ACTIVITY:
Where an entry contains an image, leave the image out; restate everything else exactly.
=== Section Start ===
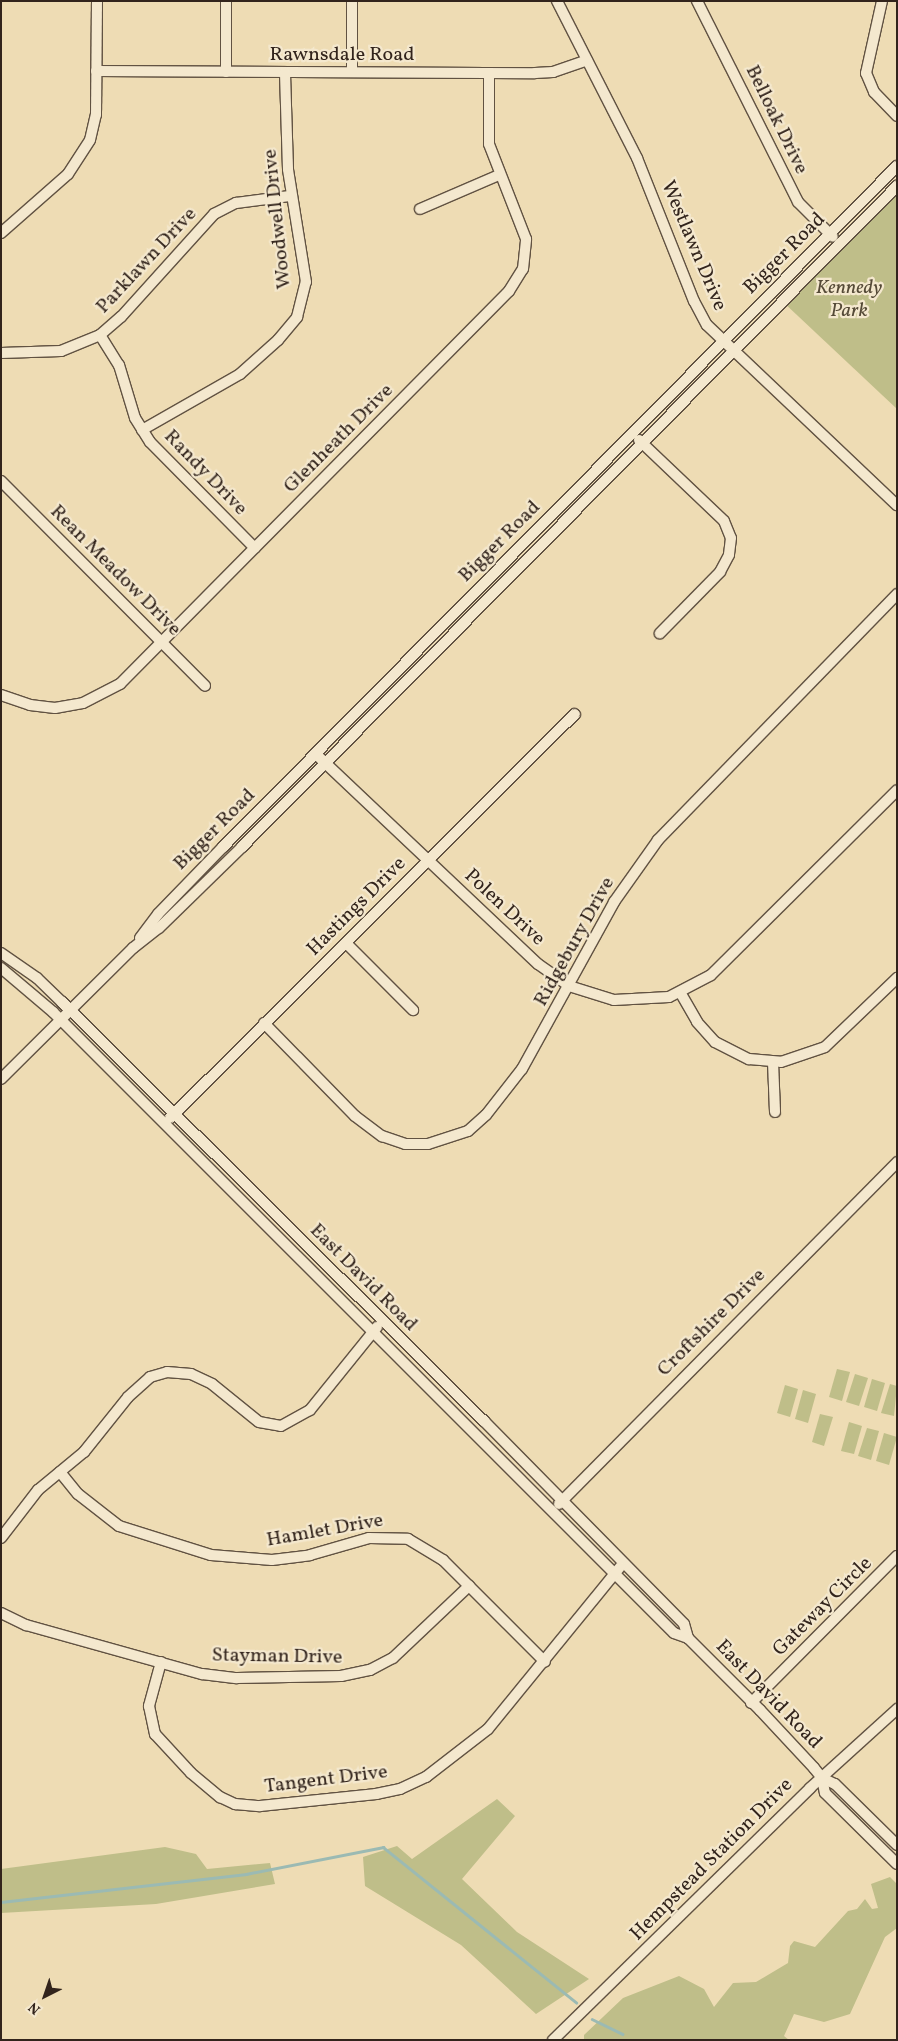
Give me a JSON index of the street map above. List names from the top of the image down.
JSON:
{
  "streets": {
    "street": [
      "Rawnsdale Road",
      "Belloak Drive",
      "Woodwell Drive",
      "Westlawn Drive",
      "Bigger Road",
      "Parklawn Drive",
      "Glenheath Drive",
      "Randy Drive",
      "Rean Meadow Drive",
      "Hastings Drive",
      "Polen Drive",
      "Ridgebury Drive",
      "East David Road",
      "Croftshire Drive",
      "Hamlet Drive",
      "Gateway Circle",
      "Stayman Drive",
      "Tangent Drive",
      "Hempstead Station Drive"
    ]
  },
  "crossings": [
    ["Rawnsdale Road", "Woodwell Drive"],
    ["Rawnsdale Road", "Westlawn Drive"],
    ["Rawnsdale Road", "Glenheath Drive"],
    ["Belloak Drive", "Bigger Road"],
    ["Woodwell Drive", "Parklawn Drive"],
    ["Woodwell Drive", "Randy Drive"],
    ["Westlawn Drive", "Bigger Road"],
    ["Bigger Road", "Polen Drive"],
    ["Bigger Road", "East David Road"],
    ["Parklawn Drive", "Randy Drive"],
    ["Glenheath Drive", "Randy Drive"],
    ["Glenheath Drive", "Rean Meadow Drive"],
    ["Hastings Drive", "Polen Drive"],
    ["Hastings Drive", "Ridgebury Drive"],
    ["Hastings Drive", "East David Road"],
    ["Polen Drive", "Ridgebury Drive"],
    ["East David Road", "Croftshire Drive"],
    ["East David Road", "Gateway Circle"],
    ["East David Road", "Tangent Drive"],
    ["East David Road", "Hempstead Station Drive"],
    ["Hamlet Drive", "Stayman Drive"],
    ["Hamlet Drive", "Tangent Drive"],
    ["Stayman Drive", "Tangent Drive"]
  ],
  "parks": ["Kennedy Park"],
  "north": "bottom left"
}
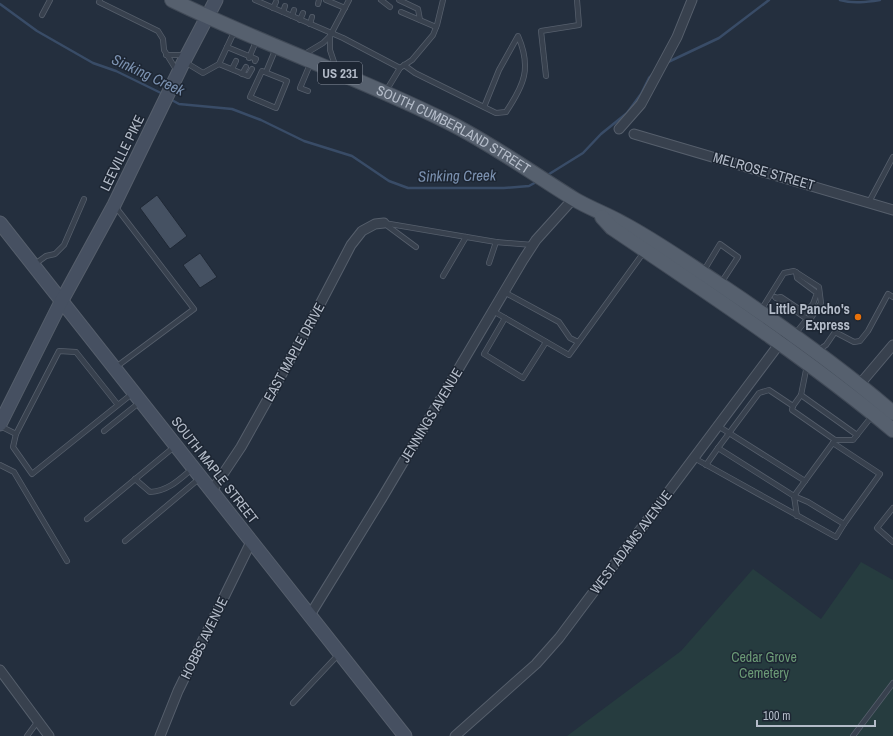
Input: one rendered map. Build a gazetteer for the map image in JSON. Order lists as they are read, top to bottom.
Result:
{
  "streets": {
    "main road": ["US 231", "SOUTH CUMBERLAND STREET"],
    "street": [
      "LEEVILLE PIKE",
      "MELROSE STREET",
      "EAST MAPLE DRIVE",
      "JENNINGS AVENUE",
      "SOUTH MAPLE STREET",
      "WEST ADAMS AVENUE",
      "HOBBS AVENUE"
    ]
  },
  "crossings": [
    ["SOUTH CUMBERLAND STREET", "LEEVILLE PIKE"],
    ["SOUTH CUMBERLAND STREET", "JENNINGS AVENUE"],
    ["SOUTH CUMBERLAND STREET", "WEST ADAMS AVENUE"],
    ["LEEVILLE PIKE", "SOUTH MAPLE STREET"],
    ["EAST MAPLE DRIVE", "SOUTH MAPLE STREET"],
    ["JENNINGS AVENUE", "SOUTH MAPLE STREET"],
    ["SOUTH MAPLE STREET", "HOBBS AVENUE"]
  ],
  "water": ["Sinking Creek"],
  "parks": ["Cedar Grove Cemetery"],
  "places": ["Little Pancho's Express"],
  "scale_bar": "100 m"
}
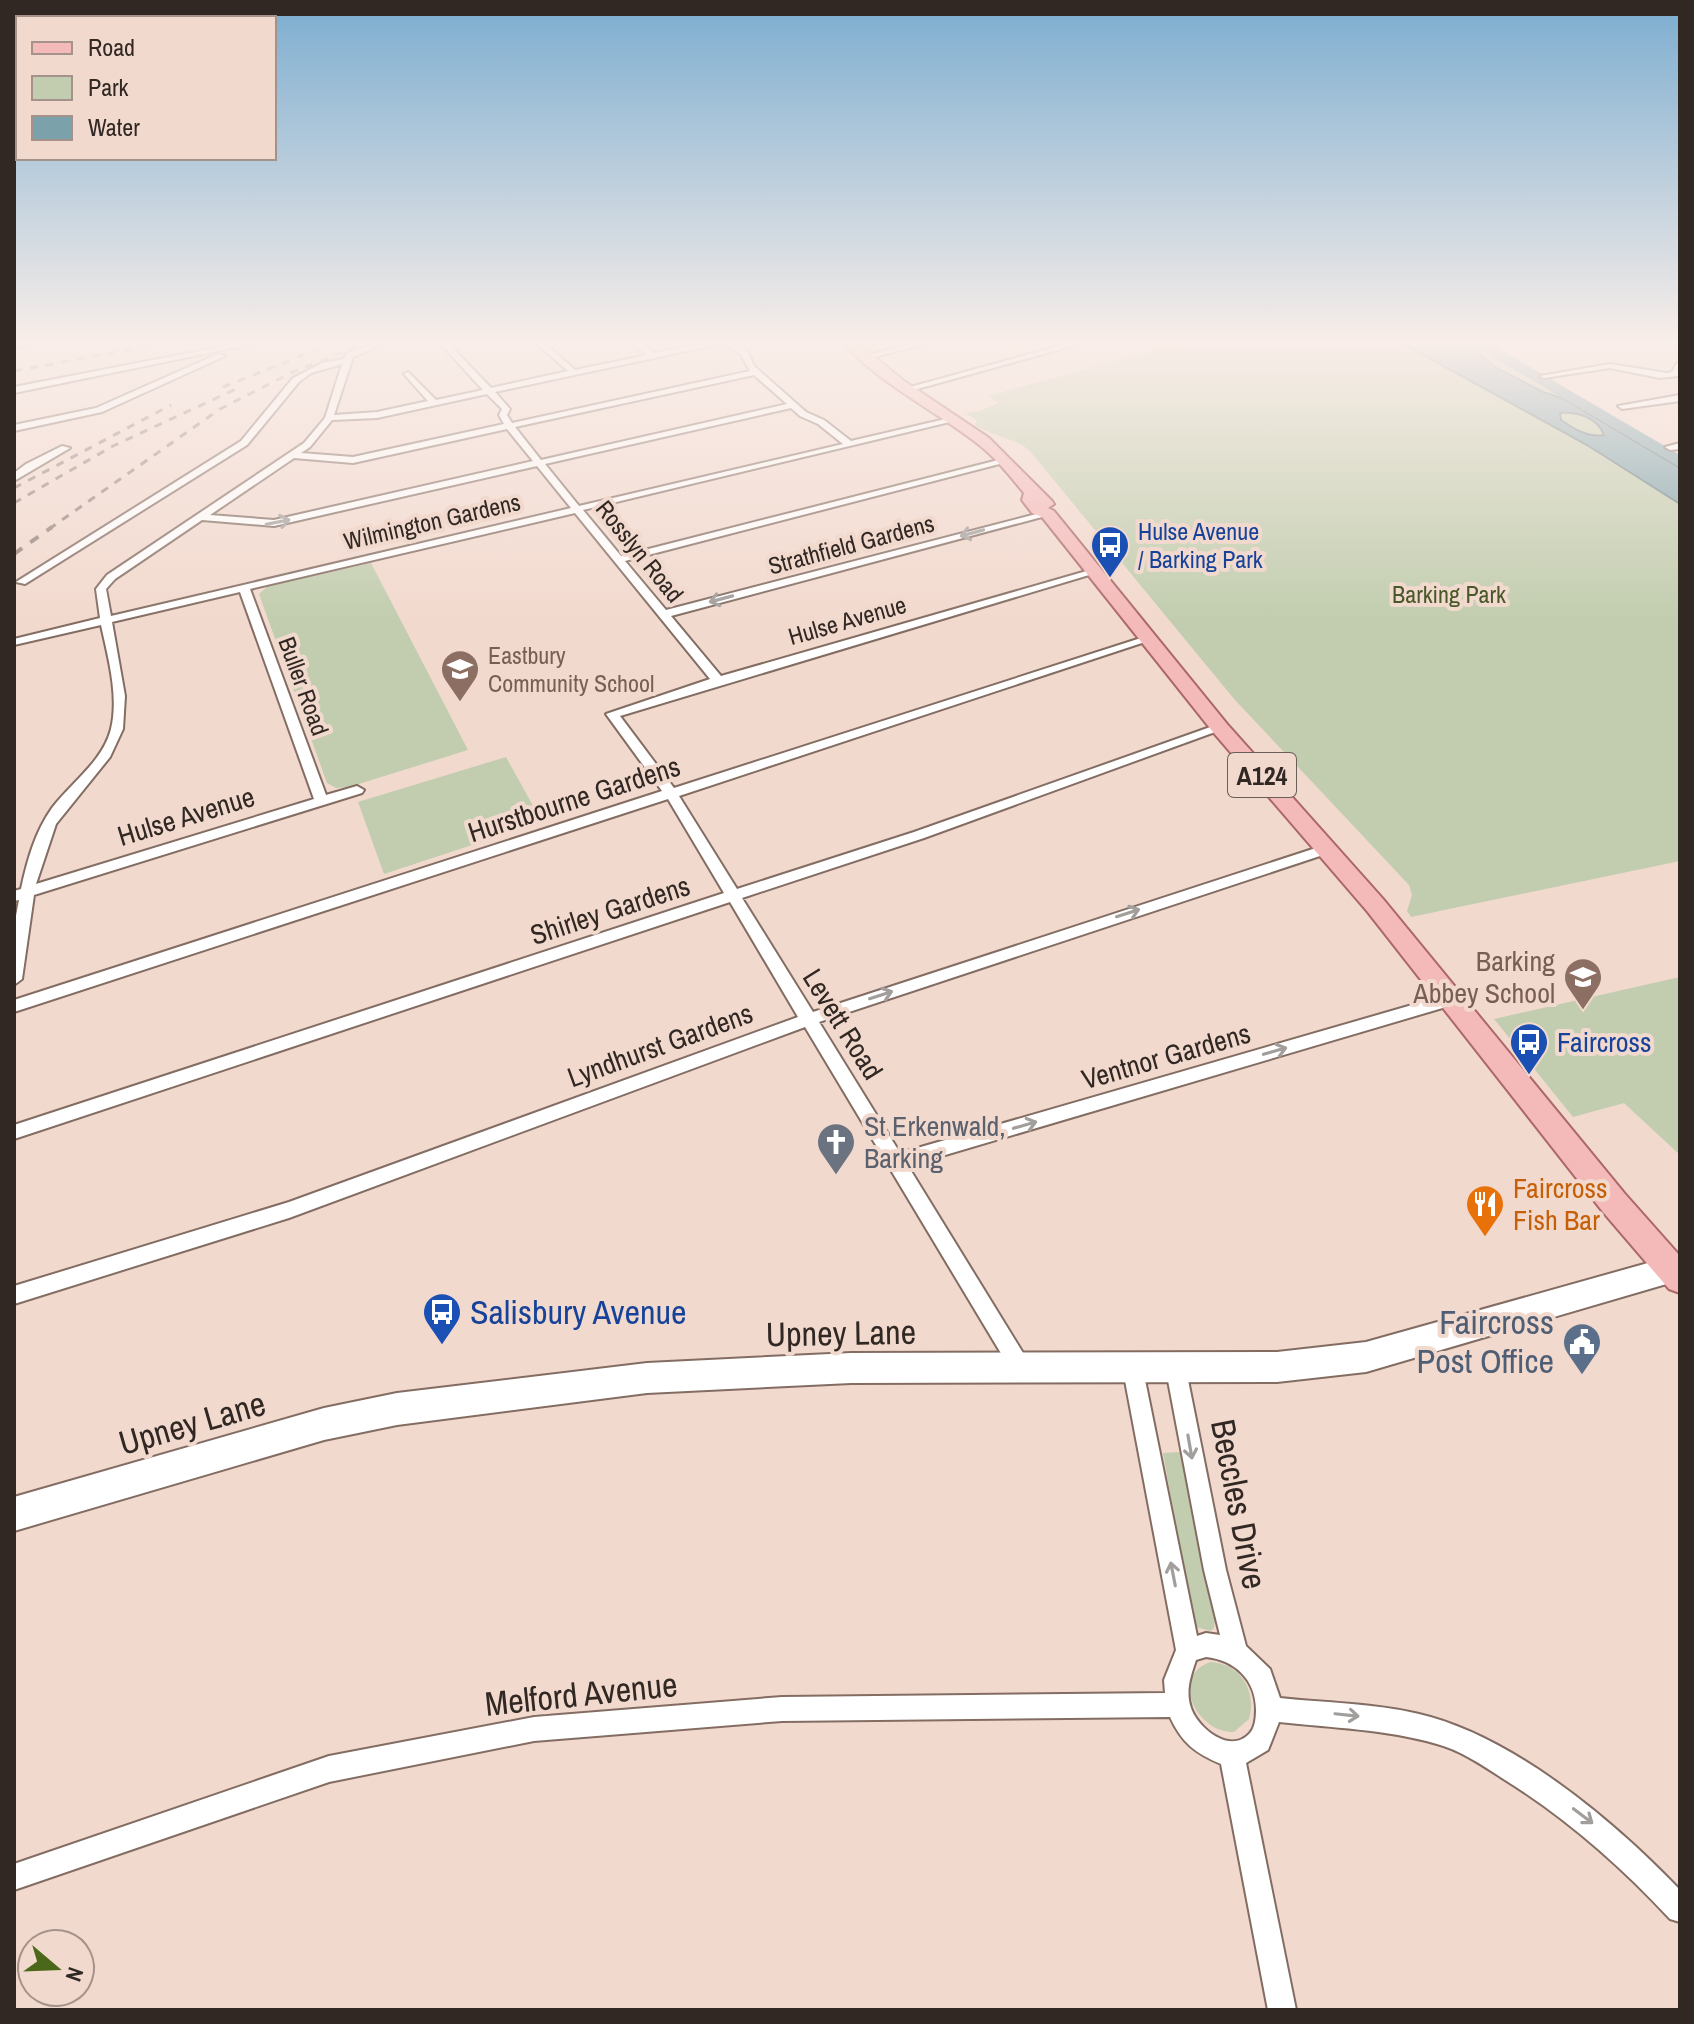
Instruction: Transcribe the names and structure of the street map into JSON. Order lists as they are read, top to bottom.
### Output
{
  "streets": {
    "main road": ["A124"],
    "street": [
      "Wilmington Gardens",
      "Strathfield Gardens",
      "Rosslyn Road",
      "Hulse Avenue",
      "Buller Road",
      "Hurstbourne Gardens",
      "Shirley Gardens",
      "Levett Road",
      "Lyndhurst Gardens",
      "Ventnor Gardens",
      "Upney Lane",
      "Beccles Drive",
      "Melford Avenue"
    ]
  },
  "crossings": [
    ["Wilmington Gardens", "Rosslyn Road"],
    ["Wilmington Gardens", "Buller Road"],
    ["Strathfield Gardens", "Rosslyn Road"],
    ["Strathfield Gardens", "A124"],
    ["Rosslyn Road", "Hulse Avenue"],
    ["Hulse Avenue", "Buller Road"],
    ["Hulse Avenue", "A124"],
    ["Hulse Avenue", "Levett Road"],
    ["A124", "Hurstbourne Gardens"],
    ["A124", "Shirley Gardens"],
    ["A124", "Lyndhurst Gardens"],
    ["A124", "Ventnor Gardens"],
    ["A124", "Upney Lane"],
    ["Hurstbourne Gardens", "Levett Road"],
    ["Shirley Gardens", "Levett Road"],
    ["Levett Road", "Lyndhurst Gardens"],
    ["Levett Road", "Ventnor Gardens"],
    ["Levett Road", "Upney Lane"],
    ["Upney Lane", "Beccles Drive"],
    ["Beccles Drive", "Melford Avenue"]
  ],
  "one_way": ["Lyndhurst Gardens", "Ventnor Gardens"],
  "parks": ["Barking Park"],
  "places": {
    "bus stop": ["Hulse Avenue / Barking Park", "Faircross", "Salisbury Avenue"],
    "school or university": ["Eastbury Community School", "Barking Abbey School"],
    "church": ["St Erkenwald, Barking"],
    "restaurant": ["Faircross Fish Bar"],
    "public building": ["Faircross Post Office"]
  },
  "legend": ["Road", "Park", "Water"],
  "north": "right"
}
=== Section End ===
REPLY TO THE EXERCISE:
Give me a JSON index of the street map above. List names from the top of the image down.
JSON:
{
  "streets": {
    "street": [
      "Rawnsdale Road",
      "Belloak Drive",
      "Woodwell Drive",
      "Westlawn Drive",
      "Bigger Road",
      "Parklawn Drive",
      "Glenheath Drive",
      "Randy Drive",
      "Rean Meadow Drive",
      "Hastings Drive",
      "Polen Drive",
      "Ridgebury Drive",
      "East David Road",
      "Croftshire Drive",
      "Hamlet Drive",
      "Gateway Circle",
      "Stayman Drive",
      "Tangent Drive",
      "Hempstead Station Drive"
    ]
  },
  "crossings": [
    ["Rawnsdale Road", "Woodwell Drive"],
    ["Rawnsdale Road", "Westlawn Drive"],
    ["Rawnsdale Road", "Glenheath Drive"],
    ["Belloak Drive", "Bigger Road"],
    ["Woodwell Drive", "Parklawn Drive"],
    ["Woodwell Drive", "Randy Drive"],
    ["Westlawn Drive", "Bigger Road"],
    ["Bigger Road", "Polen Drive"],
    ["Bigger Road", "East David Road"],
    ["Parklawn Drive", "Randy Drive"],
    ["Glenheath Drive", "Randy Drive"],
    ["Glenheath Drive", "Rean Meadow Drive"],
    ["Hastings Drive", "Polen Drive"],
    ["Hastings Drive", "Ridgebury Drive"],
    ["Hastings Drive", "East David Road"],
    ["Polen Drive", "Ridgebury Drive"],
    ["East David Road", "Croftshire Drive"],
    ["East David Road", "Gateway Circle"],
    ["East David Road", "Tangent Drive"],
    ["East David Road", "Hempstead Station Drive"],
    ["Hamlet Drive", "Stayman Drive"],
    ["Hamlet Drive", "Tangent Drive"],
    ["Stayman Drive", "Tangent Drive"]
  ],
  "parks": ["Kennedy Park"],
  "north": "bottom left"
}
Input: one rendered map. Build a gazetteer for the map image in JSON. Order lists as they are read, top to bottom.
Result:
{
  "streets": {
    "main road": ["US 231", "SOUTH CUMBERLAND STREET"],
    "street": [
      "LEEVILLE PIKE",
      "MELROSE STREET",
      "EAST MAPLE DRIVE",
      "JENNINGS AVENUE",
      "SOUTH MAPLE STREET",
      "WEST ADAMS AVENUE",
      "HOBBS AVENUE"
    ]
  },
  "crossings": [
    ["SOUTH CUMBERLAND STREET", "LEEVILLE PIKE"],
    ["SOUTH CUMBERLAND STREET", "JENNINGS AVENUE"],
    ["SOUTH CUMBERLAND STREET", "WEST ADAMS AVENUE"],
    ["LEEVILLE PIKE", "SOUTH MAPLE STREET"],
    ["EAST MAPLE DRIVE", "SOUTH MAPLE STREET"],
    ["JENNINGS AVENUE", "SOUTH MAPLE STREET"],
    ["SOUTH MAPLE STREET", "HOBBS AVENUE"]
  ],
  "water": ["Sinking Creek"],
  "parks": ["Cedar Grove Cemetery"],
  "places": ["Little Pancho's Express"],
  "scale_bar": "100 m"
}
Instruction: Transcribe the names and structure of the street map into JSON. Order lists as they are read, top to bottom.
### Output
{
  "streets": {
    "main road": ["A124"],
    "street": [
      "Wilmington Gardens",
      "Strathfield Gardens",
      "Rosslyn Road",
      "Hulse Avenue",
      "Buller Road",
      "Hurstbourne Gardens",
      "Shirley Gardens",
      "Levett Road",
      "Lyndhurst Gardens",
      "Ventnor Gardens",
      "Upney Lane",
      "Beccles Drive",
      "Melford Avenue"
    ]
  },
  "crossings": [
    ["Wilmington Gardens", "Rosslyn Road"],
    ["Wilmington Gardens", "Buller Road"],
    ["Strathfield Gardens", "Rosslyn Road"],
    ["Strathfield Gardens", "A124"],
    ["Rosslyn Road", "Hulse Avenue"],
    ["Hulse Avenue", "Buller Road"],
    ["Hulse Avenue", "A124"],
    ["Hulse Avenue", "Levett Road"],
    ["A124", "Hurstbourne Gardens"],
    ["A124", "Shirley Gardens"],
    ["A124", "Lyndhurst Gardens"],
    ["A124", "Ventnor Gardens"],
    ["A124", "Upney Lane"],
    ["Hurstbourne Gardens", "Levett Road"],
    ["Shirley Gardens", "Levett Road"],
    ["Levett Road", "Lyndhurst Gardens"],
    ["Levett Road", "Ventnor Gardens"],
    ["Levett Road", "Upney Lane"],
    ["Upney Lane", "Beccles Drive"],
    ["Beccles Drive", "Melford Avenue"]
  ],
  "one_way": ["Lyndhurst Gardens", "Ventnor Gardens"],
  "parks": ["Barking Park"],
  "places": {
    "bus stop": ["Hulse Avenue / Barking Park", "Faircross", "Salisbury Avenue"],
    "school or university": ["Eastbury Community School", "Barking Abbey School"],
    "church": ["St Erkenwald, Barking"],
    "restaurant": ["Faircross Fish Bar"],
    "public building": ["Faircross Post Office"]
  },
  "legend": ["Road", "Park", "Water"],
  "north": "right"
}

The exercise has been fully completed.